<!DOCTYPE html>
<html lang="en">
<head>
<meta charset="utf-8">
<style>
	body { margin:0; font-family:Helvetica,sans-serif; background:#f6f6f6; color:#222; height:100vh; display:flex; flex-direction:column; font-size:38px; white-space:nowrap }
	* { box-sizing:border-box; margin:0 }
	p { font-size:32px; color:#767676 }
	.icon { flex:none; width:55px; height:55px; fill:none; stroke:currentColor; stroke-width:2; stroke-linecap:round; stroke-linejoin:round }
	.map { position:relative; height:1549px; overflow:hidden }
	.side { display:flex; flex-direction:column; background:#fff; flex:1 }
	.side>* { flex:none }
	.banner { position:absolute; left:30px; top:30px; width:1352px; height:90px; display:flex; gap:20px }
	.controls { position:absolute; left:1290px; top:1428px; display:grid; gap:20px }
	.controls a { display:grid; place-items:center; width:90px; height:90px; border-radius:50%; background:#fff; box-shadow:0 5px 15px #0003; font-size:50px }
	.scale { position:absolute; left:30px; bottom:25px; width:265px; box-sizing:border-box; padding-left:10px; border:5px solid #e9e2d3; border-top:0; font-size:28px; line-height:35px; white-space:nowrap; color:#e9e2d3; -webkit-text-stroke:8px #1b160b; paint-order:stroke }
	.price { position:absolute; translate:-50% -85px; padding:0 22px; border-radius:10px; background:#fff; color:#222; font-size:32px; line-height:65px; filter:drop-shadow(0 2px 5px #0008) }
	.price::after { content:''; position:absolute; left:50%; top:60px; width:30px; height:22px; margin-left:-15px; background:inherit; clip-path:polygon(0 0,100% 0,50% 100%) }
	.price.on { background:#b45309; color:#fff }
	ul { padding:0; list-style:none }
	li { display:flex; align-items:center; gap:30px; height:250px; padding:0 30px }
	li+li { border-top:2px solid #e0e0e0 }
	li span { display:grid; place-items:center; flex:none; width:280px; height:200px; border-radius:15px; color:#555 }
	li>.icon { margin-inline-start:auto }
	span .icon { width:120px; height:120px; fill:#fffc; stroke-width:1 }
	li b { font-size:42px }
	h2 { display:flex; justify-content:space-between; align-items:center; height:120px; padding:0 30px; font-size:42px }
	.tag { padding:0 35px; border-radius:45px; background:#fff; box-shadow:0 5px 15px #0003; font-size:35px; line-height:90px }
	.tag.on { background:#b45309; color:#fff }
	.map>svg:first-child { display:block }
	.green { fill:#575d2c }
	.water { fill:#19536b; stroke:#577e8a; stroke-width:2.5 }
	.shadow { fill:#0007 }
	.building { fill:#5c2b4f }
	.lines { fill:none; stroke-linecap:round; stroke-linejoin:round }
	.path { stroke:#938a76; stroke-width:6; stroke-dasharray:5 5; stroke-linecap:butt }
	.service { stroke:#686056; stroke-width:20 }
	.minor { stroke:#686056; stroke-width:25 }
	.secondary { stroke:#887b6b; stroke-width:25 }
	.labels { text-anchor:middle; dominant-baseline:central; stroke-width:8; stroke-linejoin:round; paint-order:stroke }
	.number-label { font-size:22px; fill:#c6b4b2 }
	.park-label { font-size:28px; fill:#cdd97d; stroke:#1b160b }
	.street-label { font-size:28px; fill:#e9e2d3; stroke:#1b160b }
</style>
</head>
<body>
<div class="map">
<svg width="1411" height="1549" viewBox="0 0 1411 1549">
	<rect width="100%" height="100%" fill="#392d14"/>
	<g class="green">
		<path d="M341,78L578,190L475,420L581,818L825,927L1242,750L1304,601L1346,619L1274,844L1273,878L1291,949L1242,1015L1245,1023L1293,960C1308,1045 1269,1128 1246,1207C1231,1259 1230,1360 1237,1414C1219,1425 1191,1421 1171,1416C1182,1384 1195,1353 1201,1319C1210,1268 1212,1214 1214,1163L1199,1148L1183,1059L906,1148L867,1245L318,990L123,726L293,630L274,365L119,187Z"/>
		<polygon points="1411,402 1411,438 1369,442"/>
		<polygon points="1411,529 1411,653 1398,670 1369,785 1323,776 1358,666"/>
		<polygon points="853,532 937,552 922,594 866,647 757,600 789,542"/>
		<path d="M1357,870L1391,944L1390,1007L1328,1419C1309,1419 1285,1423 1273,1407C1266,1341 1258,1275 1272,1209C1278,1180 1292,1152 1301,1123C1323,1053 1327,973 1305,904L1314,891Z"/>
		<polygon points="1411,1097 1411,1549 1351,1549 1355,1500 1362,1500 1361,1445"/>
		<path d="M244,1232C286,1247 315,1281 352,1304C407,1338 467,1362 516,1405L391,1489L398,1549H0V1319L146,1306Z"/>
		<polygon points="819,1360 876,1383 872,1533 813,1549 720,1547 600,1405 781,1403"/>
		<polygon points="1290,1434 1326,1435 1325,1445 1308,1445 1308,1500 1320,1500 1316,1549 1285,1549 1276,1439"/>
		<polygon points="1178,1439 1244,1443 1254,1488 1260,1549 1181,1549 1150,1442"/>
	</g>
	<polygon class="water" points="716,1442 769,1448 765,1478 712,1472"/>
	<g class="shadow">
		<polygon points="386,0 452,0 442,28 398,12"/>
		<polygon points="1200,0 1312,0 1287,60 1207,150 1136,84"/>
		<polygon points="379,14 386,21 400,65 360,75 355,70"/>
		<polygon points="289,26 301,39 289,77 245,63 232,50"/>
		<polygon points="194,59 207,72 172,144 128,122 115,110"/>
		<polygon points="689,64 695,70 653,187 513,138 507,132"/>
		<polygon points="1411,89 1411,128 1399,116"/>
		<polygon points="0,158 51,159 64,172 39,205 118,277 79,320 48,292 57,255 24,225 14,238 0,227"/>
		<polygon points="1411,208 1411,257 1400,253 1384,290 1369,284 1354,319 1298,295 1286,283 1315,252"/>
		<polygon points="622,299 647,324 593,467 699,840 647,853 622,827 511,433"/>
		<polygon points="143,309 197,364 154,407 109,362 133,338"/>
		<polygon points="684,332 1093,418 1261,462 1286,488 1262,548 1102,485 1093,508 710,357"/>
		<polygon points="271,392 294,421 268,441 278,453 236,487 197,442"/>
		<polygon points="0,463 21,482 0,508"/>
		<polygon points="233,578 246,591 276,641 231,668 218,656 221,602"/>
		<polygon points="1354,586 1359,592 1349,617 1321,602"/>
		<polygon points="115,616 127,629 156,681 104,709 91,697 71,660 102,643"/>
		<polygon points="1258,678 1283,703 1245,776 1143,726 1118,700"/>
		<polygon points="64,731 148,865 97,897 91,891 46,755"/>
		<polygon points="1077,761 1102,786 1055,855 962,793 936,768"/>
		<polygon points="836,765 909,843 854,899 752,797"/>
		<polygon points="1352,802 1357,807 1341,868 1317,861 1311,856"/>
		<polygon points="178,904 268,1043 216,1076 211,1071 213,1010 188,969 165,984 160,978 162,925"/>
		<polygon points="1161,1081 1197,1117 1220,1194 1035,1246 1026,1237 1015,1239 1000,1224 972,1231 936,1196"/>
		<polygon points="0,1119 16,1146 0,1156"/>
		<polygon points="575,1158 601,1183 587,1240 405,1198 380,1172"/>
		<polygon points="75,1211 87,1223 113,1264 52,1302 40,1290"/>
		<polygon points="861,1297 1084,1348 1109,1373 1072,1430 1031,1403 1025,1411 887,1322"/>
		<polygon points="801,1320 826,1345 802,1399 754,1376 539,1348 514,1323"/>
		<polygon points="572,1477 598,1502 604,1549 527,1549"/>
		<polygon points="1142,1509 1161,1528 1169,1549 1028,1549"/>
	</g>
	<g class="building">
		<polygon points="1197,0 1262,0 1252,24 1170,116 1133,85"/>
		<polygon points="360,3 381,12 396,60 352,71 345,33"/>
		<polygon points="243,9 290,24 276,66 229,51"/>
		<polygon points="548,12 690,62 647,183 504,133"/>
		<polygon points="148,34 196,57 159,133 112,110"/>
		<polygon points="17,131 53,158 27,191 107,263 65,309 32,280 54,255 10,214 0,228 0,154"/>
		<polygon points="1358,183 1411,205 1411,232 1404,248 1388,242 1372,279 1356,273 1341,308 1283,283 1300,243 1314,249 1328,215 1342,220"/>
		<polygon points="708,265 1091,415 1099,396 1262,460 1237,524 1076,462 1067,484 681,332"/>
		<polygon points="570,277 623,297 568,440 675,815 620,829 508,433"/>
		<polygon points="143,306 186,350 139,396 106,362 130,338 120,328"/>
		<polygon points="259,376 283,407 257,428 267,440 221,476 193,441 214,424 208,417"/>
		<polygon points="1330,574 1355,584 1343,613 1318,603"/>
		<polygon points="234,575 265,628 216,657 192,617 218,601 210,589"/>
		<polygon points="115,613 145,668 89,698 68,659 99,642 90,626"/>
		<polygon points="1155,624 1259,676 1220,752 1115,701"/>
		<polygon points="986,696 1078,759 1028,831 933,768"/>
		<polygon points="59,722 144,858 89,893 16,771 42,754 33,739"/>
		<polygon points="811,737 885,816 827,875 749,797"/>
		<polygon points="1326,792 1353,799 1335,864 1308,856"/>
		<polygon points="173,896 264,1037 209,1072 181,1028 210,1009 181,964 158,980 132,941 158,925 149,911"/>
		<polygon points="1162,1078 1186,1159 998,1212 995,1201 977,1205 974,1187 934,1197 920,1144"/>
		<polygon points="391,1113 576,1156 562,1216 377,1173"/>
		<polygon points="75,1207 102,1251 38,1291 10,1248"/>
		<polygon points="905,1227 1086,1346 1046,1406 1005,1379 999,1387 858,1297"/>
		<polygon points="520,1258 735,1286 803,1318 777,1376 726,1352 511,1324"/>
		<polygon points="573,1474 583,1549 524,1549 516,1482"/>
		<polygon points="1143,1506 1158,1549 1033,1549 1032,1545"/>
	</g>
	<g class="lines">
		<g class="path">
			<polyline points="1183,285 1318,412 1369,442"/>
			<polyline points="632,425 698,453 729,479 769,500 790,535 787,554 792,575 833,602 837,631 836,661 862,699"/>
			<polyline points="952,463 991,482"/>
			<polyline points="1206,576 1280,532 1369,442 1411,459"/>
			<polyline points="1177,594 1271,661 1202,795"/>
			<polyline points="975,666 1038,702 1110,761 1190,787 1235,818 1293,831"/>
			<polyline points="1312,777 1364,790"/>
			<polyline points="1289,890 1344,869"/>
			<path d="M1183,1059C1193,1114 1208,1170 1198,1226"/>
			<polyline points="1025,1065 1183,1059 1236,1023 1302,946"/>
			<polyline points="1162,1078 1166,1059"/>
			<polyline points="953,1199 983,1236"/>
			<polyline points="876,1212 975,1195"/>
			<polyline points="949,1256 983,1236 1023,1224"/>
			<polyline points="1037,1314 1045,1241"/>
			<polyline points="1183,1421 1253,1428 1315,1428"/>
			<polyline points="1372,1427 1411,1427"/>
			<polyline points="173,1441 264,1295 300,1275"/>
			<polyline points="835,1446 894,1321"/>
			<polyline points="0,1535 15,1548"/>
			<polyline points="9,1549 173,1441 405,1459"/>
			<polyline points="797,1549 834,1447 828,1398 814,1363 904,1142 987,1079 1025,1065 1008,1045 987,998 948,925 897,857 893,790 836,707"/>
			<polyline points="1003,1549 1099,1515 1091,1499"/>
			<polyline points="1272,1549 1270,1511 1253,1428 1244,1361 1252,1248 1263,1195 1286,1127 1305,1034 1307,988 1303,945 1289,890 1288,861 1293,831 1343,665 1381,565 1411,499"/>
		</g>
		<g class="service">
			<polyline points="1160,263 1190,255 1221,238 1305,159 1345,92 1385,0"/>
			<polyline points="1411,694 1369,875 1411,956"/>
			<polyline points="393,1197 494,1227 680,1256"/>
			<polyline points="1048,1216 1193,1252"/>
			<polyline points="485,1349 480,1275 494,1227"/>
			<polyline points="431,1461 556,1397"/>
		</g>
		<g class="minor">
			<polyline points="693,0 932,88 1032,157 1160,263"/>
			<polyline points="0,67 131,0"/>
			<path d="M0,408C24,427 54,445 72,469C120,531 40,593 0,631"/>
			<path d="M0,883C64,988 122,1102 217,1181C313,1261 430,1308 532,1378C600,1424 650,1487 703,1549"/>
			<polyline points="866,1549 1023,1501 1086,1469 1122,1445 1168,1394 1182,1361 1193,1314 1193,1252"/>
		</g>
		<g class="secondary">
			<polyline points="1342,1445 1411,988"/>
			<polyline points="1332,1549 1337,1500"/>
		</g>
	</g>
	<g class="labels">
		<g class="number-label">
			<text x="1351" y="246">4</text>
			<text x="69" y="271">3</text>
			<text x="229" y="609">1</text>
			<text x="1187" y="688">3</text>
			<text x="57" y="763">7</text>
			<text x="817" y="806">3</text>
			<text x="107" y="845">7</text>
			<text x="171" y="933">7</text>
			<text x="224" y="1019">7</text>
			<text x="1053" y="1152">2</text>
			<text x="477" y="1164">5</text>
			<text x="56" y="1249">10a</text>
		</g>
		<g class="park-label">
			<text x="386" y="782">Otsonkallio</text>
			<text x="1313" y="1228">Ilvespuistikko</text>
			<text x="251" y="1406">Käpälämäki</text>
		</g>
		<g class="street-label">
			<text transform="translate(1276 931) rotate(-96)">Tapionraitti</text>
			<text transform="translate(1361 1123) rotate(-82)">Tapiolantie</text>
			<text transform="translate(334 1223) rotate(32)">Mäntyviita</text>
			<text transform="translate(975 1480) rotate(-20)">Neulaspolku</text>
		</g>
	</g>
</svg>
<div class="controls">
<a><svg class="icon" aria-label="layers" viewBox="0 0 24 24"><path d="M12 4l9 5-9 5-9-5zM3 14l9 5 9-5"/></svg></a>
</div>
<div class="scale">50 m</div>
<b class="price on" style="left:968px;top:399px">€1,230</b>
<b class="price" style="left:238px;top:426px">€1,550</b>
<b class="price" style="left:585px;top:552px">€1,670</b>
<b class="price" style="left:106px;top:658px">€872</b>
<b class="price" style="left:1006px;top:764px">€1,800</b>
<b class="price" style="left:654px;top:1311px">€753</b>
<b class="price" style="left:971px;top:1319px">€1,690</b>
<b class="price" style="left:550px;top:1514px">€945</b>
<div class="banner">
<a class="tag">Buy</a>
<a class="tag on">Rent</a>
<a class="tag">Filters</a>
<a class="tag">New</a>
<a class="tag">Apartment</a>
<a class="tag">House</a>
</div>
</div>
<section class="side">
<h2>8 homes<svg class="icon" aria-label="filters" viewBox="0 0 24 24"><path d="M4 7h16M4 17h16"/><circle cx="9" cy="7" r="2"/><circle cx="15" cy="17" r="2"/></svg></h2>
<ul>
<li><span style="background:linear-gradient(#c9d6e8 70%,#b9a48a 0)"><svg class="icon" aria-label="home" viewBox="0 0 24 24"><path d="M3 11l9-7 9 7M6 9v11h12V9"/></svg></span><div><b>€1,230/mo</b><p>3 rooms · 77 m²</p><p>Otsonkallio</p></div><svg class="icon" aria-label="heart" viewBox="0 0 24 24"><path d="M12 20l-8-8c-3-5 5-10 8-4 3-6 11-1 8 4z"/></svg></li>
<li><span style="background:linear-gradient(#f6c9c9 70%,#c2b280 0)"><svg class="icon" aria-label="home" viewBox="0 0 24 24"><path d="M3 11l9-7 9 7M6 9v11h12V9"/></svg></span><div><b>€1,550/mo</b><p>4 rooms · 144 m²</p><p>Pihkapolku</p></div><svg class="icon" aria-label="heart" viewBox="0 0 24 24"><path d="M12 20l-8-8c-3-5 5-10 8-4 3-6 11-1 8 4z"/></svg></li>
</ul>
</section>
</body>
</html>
◇ ◇ ◇ ◇
# WORK ITEM:
Please transcribe the data exactly from its first line. End with the line that contains "position:absolute; translate:-50% -85px;".

# FINISHED TASK:
<!DOCTYPE html>
<html lang="en">
<head>
<meta charset="utf-8">
<style>
	body { margin:0; font-family:Helvetica,sans-serif; background:#f6f6f6; color:#222; height:100vh; display:flex; flex-direction:column; font-size:38px; white-space:nowrap }
	* { box-sizing:border-box; margin:0 }
	p { font-size:32px; color:#767676 }
	.icon { flex:none; width:55px; height:55px; fill:none; stroke:currentColor; stroke-width:2; stroke-linecap:round; stroke-linejoin:round }
	.map { position:relative; height:1549px; overflow:hidden }
	.side { display:flex; flex-direction:column; background:#fff; flex:1 }
	.side>* { flex:none }
	.banner { position:absolute; left:30px; top:30px; width:1352px; height:90px; display:flex; gap:20px }
	.controls { position:absolute; left:1290px; top:1428px; display:grid; gap:20px }
	.controls a { display:grid; place-items:center; width:90px; height:90px; border-radius:50%; background:#fff; box-shadow:0 5px 15px #0003; font-size:50px }
	.scale { position:absolute; left:30px; bottom:25px; width:265px; box-sizing:border-box; padding-left:10px; border:5px solid #e9e2d3; border-top:0; font-size:28px; line-height:35px; white-space:nowrap; color:#e9e2d3; -webkit-text-stroke:8px #1b160b; paint-order:stroke }
	.price { position:absolute; translate:-50% -85px; padding:0 22px; border-radius:10px; background:#fff; color:#222; font-size:32px; line-height:65px; filter:drop-shadow(0 2px 5px #0008) }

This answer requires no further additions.